The UK government plans to tweak data collection laws to more closely monitor terrorist activity.

The Queen today laid out UK prime minister David Cameron's new plans following the recent election, revealing “new legislation will modernise the law on communications data”, referring to the country's draft communications data bill.
Otherwise known as the ‘Snooper's Charter', the bill is expected to force UK-based ISPs to keep huge amounts of data on customers and make the information available to government and security agencies when requested.
The purpose of the new legislation would be to “provide the police and intelligence agencies with the tools to keep you and your family safe”, the UK government said, whilst addressing “ongoing capability gaps that are severely degrading the ability of law enforcement and intelligence agencies ability to combat terrorist and other serious criminals".
The speech was met with fierce criticism, with many taking aim at the government's continued attempts to make the draft data communications bill official law.
“Changing the name of the proposal to snoop on our mails and phone calls doesn't change the fact it will undermine civil liberties," former Green Party leader Caroline Green tweeted.

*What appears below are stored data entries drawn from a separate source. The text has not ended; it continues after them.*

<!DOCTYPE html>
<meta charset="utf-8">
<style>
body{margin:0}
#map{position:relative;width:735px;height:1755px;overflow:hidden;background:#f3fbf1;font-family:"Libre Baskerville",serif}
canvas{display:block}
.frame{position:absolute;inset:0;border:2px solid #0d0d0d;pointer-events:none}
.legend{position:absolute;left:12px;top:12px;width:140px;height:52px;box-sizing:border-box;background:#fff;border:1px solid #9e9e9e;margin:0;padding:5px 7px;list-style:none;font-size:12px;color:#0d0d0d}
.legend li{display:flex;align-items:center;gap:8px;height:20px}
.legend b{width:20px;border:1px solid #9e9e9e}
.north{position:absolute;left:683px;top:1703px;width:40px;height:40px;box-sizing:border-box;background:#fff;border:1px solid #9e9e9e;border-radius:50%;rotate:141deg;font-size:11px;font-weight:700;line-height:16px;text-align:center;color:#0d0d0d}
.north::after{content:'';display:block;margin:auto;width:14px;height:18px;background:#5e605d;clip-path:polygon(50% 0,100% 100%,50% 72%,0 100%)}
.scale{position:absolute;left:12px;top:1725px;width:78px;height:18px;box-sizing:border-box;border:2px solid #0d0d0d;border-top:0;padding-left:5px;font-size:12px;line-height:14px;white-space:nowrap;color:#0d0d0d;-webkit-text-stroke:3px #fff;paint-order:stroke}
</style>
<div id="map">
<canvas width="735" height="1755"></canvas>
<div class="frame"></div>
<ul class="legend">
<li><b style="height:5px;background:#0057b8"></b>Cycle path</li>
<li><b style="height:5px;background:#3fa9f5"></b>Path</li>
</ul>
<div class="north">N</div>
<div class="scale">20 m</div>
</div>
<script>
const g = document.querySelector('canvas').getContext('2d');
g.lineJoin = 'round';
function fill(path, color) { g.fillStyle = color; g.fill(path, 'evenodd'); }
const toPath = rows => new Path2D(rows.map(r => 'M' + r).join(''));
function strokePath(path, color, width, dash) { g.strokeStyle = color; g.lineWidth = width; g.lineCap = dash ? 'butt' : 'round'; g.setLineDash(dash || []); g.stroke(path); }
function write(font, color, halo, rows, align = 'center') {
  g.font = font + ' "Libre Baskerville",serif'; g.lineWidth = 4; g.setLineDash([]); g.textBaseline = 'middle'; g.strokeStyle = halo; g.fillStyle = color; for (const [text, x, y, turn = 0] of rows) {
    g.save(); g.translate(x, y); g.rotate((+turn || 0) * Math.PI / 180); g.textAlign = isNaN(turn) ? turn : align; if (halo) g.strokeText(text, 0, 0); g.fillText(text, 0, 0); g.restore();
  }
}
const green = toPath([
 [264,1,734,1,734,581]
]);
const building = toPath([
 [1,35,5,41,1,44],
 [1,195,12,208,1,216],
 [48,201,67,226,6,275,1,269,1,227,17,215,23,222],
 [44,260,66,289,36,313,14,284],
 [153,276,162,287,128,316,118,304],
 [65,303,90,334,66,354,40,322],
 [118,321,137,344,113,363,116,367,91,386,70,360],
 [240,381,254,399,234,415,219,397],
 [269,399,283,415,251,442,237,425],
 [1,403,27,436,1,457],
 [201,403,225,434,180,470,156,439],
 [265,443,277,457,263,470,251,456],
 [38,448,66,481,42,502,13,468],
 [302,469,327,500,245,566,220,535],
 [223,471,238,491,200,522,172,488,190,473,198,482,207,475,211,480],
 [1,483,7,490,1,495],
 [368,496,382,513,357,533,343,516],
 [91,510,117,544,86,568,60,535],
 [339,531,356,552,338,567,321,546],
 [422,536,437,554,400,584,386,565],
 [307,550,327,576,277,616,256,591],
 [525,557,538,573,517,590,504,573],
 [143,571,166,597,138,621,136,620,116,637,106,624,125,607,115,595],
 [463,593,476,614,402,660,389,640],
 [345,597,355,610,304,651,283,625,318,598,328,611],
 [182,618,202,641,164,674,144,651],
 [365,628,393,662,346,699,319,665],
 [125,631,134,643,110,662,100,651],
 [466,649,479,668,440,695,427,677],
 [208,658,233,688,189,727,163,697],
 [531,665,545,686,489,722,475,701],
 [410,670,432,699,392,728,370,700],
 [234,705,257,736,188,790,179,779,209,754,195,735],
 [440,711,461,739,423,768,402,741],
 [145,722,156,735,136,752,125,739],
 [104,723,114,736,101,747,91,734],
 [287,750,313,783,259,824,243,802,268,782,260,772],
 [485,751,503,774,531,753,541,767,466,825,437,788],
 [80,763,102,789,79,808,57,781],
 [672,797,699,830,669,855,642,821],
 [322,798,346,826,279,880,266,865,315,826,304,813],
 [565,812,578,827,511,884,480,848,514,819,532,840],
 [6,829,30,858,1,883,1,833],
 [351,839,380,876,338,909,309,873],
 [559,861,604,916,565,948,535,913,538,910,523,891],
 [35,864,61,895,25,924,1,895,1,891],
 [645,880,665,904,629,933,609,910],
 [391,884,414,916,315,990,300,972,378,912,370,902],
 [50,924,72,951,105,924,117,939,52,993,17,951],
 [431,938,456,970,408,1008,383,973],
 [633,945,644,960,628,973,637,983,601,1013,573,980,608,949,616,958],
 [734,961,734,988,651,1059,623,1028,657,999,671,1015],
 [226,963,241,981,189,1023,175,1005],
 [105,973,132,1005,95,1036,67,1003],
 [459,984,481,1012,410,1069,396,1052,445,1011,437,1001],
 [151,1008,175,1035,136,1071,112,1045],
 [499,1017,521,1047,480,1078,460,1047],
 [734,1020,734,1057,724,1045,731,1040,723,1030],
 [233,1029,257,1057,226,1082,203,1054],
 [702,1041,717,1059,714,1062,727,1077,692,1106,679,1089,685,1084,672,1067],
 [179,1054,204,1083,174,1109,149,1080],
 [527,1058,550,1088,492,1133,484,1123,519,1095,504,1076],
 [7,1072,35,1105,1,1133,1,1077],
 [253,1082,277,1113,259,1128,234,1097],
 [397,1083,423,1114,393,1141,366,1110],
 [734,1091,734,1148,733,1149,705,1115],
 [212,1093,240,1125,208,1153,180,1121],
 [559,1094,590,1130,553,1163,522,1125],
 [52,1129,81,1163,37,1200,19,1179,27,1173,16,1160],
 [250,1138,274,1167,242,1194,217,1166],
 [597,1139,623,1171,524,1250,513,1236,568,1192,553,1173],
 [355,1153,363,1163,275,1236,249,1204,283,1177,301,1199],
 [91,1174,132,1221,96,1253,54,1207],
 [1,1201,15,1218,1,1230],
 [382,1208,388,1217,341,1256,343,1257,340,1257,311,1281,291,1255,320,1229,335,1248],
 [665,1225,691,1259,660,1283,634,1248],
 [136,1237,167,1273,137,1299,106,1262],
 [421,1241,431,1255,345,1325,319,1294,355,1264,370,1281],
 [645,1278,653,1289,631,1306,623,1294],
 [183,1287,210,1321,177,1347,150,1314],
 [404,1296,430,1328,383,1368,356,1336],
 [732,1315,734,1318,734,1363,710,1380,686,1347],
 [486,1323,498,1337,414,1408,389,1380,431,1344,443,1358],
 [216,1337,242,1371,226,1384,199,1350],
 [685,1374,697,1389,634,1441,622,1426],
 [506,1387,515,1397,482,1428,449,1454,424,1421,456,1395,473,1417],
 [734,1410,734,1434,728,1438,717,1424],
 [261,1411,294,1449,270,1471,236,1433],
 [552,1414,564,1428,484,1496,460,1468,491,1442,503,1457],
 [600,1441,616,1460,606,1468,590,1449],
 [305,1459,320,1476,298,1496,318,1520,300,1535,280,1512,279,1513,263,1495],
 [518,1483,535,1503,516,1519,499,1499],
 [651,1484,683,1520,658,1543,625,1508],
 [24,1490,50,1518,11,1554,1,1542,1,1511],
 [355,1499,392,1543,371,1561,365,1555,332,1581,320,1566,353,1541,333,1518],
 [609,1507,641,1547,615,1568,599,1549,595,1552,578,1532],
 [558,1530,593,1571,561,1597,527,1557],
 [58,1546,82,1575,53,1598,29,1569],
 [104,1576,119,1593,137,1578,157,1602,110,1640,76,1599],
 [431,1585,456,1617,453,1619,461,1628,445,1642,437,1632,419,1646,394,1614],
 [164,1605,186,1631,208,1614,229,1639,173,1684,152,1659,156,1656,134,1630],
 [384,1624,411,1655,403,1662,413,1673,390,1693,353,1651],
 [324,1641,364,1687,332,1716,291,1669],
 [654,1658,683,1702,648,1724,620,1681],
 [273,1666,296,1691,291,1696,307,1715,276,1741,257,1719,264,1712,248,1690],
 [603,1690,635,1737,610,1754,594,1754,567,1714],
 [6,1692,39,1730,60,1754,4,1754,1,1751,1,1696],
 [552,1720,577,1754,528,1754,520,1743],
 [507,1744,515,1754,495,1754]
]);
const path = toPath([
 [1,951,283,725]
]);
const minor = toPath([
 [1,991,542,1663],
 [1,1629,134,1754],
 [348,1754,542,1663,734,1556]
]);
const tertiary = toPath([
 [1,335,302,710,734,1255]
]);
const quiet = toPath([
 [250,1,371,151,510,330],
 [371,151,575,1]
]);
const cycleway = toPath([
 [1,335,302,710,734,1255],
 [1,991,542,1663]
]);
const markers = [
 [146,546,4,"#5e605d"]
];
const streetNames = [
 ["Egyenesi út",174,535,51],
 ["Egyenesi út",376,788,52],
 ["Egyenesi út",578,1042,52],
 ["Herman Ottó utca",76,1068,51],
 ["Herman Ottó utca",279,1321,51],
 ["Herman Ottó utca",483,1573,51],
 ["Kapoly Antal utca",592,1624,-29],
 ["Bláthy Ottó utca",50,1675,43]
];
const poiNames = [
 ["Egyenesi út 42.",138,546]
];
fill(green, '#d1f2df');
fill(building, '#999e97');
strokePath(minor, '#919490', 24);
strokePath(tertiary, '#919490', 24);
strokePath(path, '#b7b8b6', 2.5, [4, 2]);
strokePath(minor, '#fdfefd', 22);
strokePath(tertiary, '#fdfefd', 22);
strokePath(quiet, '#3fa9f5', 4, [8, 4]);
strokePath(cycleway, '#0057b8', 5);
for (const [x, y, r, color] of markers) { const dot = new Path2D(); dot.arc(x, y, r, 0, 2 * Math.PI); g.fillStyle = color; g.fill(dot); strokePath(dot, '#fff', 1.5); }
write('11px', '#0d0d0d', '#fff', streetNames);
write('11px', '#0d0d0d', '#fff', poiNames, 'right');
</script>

Internet body ISPA said an “open and comprehensive debate” was needed to ensure data protection laws “properly balance security and privacy.”
“We have yet to see real evidence that there is a gap in the capability of law enforcement or the agencies' ability to gain access to our communications data," CEO of Big Brother Watch Renate Samson said.

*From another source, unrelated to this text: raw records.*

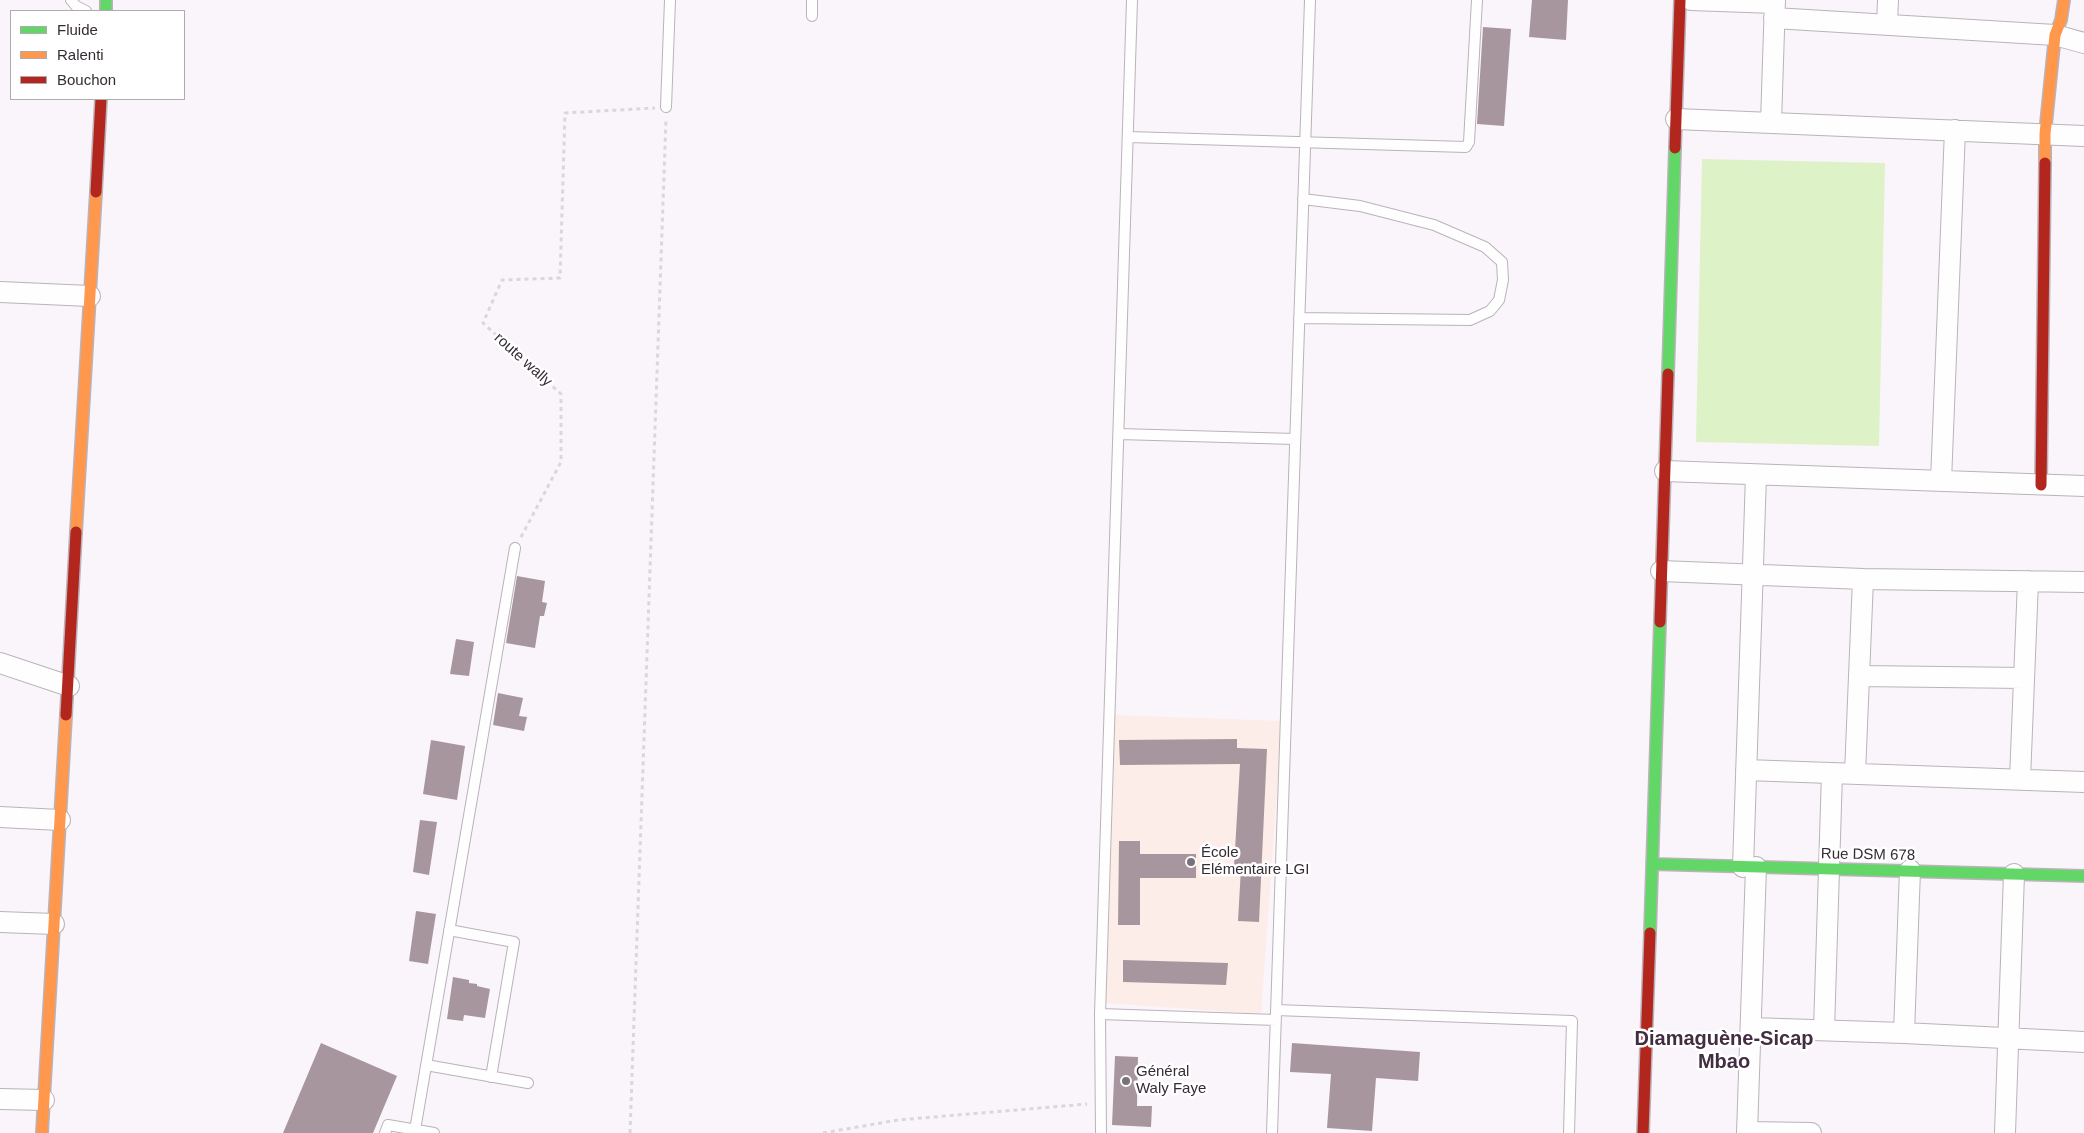 <!DOCTYPE html>
<meta charset="utf-8">
<style>
body{margin:0}
#map{position:relative;width:2084px;height:1133px;overflow:hidden;background:#faf5fa;font-family:Helvetica,sans-serif}
canvas{display:block}
.legend{position:absolute;left:10px;top:10px;width:175px;height:90px;box-sizing:border-box;background:#fff;border:1px solid #aeaaae;margin:0;padding:6px 9px;list-style:none;font-size:15px;color:#352b34}
.legend li{display:flex;align-items:center;gap:10px;height:25px}
.legend b{width:25px;border:1px solid #aeaaae}
</style>
<div id="map">
<canvas width="2084" height="1133"></canvas>
<ul class="legend">
<li><b style="height:6px;background:#63d668"></b>Fluide</li>
<li><b style="height:6px;background:#ff974d"></b>Ralenti</li>
<li><b style="height:6px;background:#b3261e"></b>Bouchon</li>
</ul>
</div>
<script>
const g = document.querySelector('canvas').getContext('2d');
g.lineJoin = 'round';
function paint(path, color) {
  g.fillStyle = color;
  g.fill(path, 'evenodd');
}
function shape(rows) {
  const path = new Path2D();
  for (const r of rows) {
    path.moveTo(r[0], r[1]);
    for (let i = 2; i < r.length; i += 2) path.lineTo(r[i], r[i + 1]);
  }
  return path;
}
function strokePath(path, color, width, dash) {
  g.strokeStyle = color;
  g.lineWidth = width;
  g.lineCap = dash ? 'butt' : 'round';
  g.setLineDash(dash || []);
  g.stroke(path);
}
function label(font, color, halo, rows, align = 'center') {
  g.font = font + ' Helvetica,sans-serif';
  g.lineWidth = 5;
  g.setLineDash([]);
  g.textBaseline = 'middle';
  g.strokeStyle = halo;
  g.fillStyle = color;
  for (const [text, x, y, turn = 0] of rows) {
    g.save();
    g.translate(x, y);
    g.rotate((+turn || 0) * Math.PI / 180);
    g.textAlign = isNaN(turn) ? turn : align;
    if (halo) g.strokeText(text, 0, 0);
    g.fillText(text, 0, 0);
    g.restore();
  }
}
paint(shape([
 [1113,715,1282,721,1261,1014,1106,1003]
]), '#fcede9');
paint(shape([
 [1702,159,1885,163,1879,446,1696,442]
]), '#def2c7');
paint(shape([
 [1532,0,1568,0,1566,40,1529,37],
 [1483,27,1511,29,1504,126,1477,124],
 [517,576,545,581,542,602,547,603,544,616,540,616,535,648,506,643],
 [456,639,474,642,469,676,450,674],
 [498,693,523,698,519,716,527,717,524,731,493,725],
 [1237,739,1237,748,1267,749,1259,922,1238,921,1241,868,1234,867,1240,764,1120,765,1119,740],
 [431,740,465,746,457,800,423,794],
 [420,820,437,822,429,875,413,872],
 [1119,841,1140,841,1140,854,1196,854,1196,878,1140,878,1140,925,1118,925],
 [416,911,436,914,428,964,409,961],
 [1123,960,1228,963,1226,985,1123,982],
 [453,977,469,980,469,983,477,984,477,986,490,989,485,1018,464,1015,463,1021,447,1019],
 [321,1043,397,1076,373,1133,283,1133],
 [1292,1043,1420,1052,1418,1081,1376,1078,1372,1131,1327,1128,1331,1074,1290,1072],
 [1115,1056,1138,1057,1137,1106,1152,1106,1151,1127,1112,1125]
]), '#a8969e');
const lane = shape([
 [71,0,76,6,86,11],
 [812,16,812,0],
 [666,107,670,0],
 [1128,137,1466,147,1469,142,1477,0],
 [1299,318,1470,320,1490,311,1499,300,1503,280,1502,262,1485,247,1434,225,1360,206,1303,199],
 [1119,434,1295,439],
 [449,930,514,942,491,1077],
 [1276,1010,1572,1021,1569,1133],
 [1100,1014,1276,1020],
 [426,1065,528,1083],
 [415,1130,515,548],
 [385,1133,388,1125,434,1133],
 [1101,1133,1100,1014,1132,0],
 [1272,1133,1310,0]
]);
const street = shape([
 [1691,0,1775,3],
 [1774,18,2055,35,2084,43],
 [1887,24,1888,0],
 [1676,119,2084,136],
 [1771,123,1775,0],
 [0,292,90,296],
 [1665,471,2084,486],
 [1941,481,1955,130],
 [1661,571,1863,579,2084,582],
 [0,663,69,686],
 [1859,676,2024,678],
 [1746,770,2084,782],
 [1855,774,1863,579],
 [2020,779,2028,581],
 [0,817,60,820],
 [1743,867,1756,475],
 [0,922,54,924],
 [1751,1028,1904,1033,2084,1042],
 [1824,1030,1832,773],
 [1904,1033,1910,870],
 [0,1099,44,1100],
 [1747,1132,1811,1133],
 [1747,1133,1756,867],
 [2005,1133,2014,874]
]);
const fast = shape([
 [106,0,106,11],
 [1668,374,1675,148],
 [1652,864,2084,876],
 [1650,933,1660,622]
]);
const slow = shape([
 [2045,163,2045,134,2055,35,2061,20,2064,0],
 [76,532,96,192],
 [42,1133,66,715]
]);
const jam = shape([
 [1675,148,1680,0],
 [96,192,101,99],
 [2041,485,2045,163],
 [1660,622,1668,374],
 [66,715,76,532],
 [1643,1133,1650,933]
]);
strokePath(lane, '#bab3b9', 12);
strokePath(street, '#bab3b9', 22);
strokePath(fast, '#bab3b9', 14);
strokePath(slow, '#bab3b9', 14);
strokePath(jam, '#bab3b9', 14);
strokePath(shape([
 [521,537,561,462,561,394,483,323,502,280,560,278,565,113,655,108],
 [630,1133,666,119],
 [823,1133,898,1120,1087,1104]
]), '#dad7da', 3, [4, 4]);
strokePath(lane, '#fefefe', 10);
strokePath(street, '#fefefe', 20);
strokePath(fast, '#63d668', 11);
strokePath(slow, '#ff974d', 11);
strokePath(jam, '#b3261e', 11);
for (const [x, y, r, color] of [
 [1191,862,5,"#7a7279"],
 [1126,1081,5,"#7a7279"]
]) {
  const dot = new Path2D();
  dot.arc(x, y, r, 0, 2 * Math.PI);
  g.fillStyle = color;
  g.fill(dot);
  strokePath(dot, '#fff', 2);
}
label('15px', '#352b34', '#fff', [
 ["route wally",523,360,42],
 ["Rue DSM 678",1868,855,1]
]);
label('15px', '#352b34', '#fff', [
 ["École",1201,853],
 ["Elémentaire LGI",1201,870],
 ["Général",1136,1072],
 ["Waly Faye",1136,1089]
], 'left');
label('bold 20px', '#422d41', '#fff', [
 ["Diamaguène-Sicap",1724,1039],
 ["Mbao",1724,1062]
]);
</script>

“We are also yet to see any concrete evidence that access to communications data has and indeed will, make the country safer. The only evidence we have is of numerous failures to make effective use of the data already available.
“Any new draft legislation must acknowledge that the bigger the haystacks the harder it will be to find the needles.“
Aral Balkan, founder and developer of social start-up ind.ie – which may move out of the UK over surveillance fears – said he wasn't surprised by the speech.
“The speech could not have been more Orwellian if it had actually been written by Orwell as a monologue for Big Brother himself," Balkan said.
"It portends the kind of surveillance state the UK will become in the next five years unless this government is challenged at every turn by those of us who value human rights and democracy. Even then, it may just be too little, too late.”
He said while “many will stay and fight, some of us will have no option but to leave".
“Cameron has asked for backdoors on messaging apps and as someone working on building a social network that respects your privacy and human rights, I see no way to stay in the UK and guarantee that we will not be forced to compromise the integrity of our platform.”
The proposed laws mirror legislation recently introduced in Australia, which similarly requires telecommunications companies to store the non-content data of their customers for two years to aid law enforcement.
The Australian legislation similarly received fierce criticism from the telco industry and privacy and internet groups over its proportionality to the threat.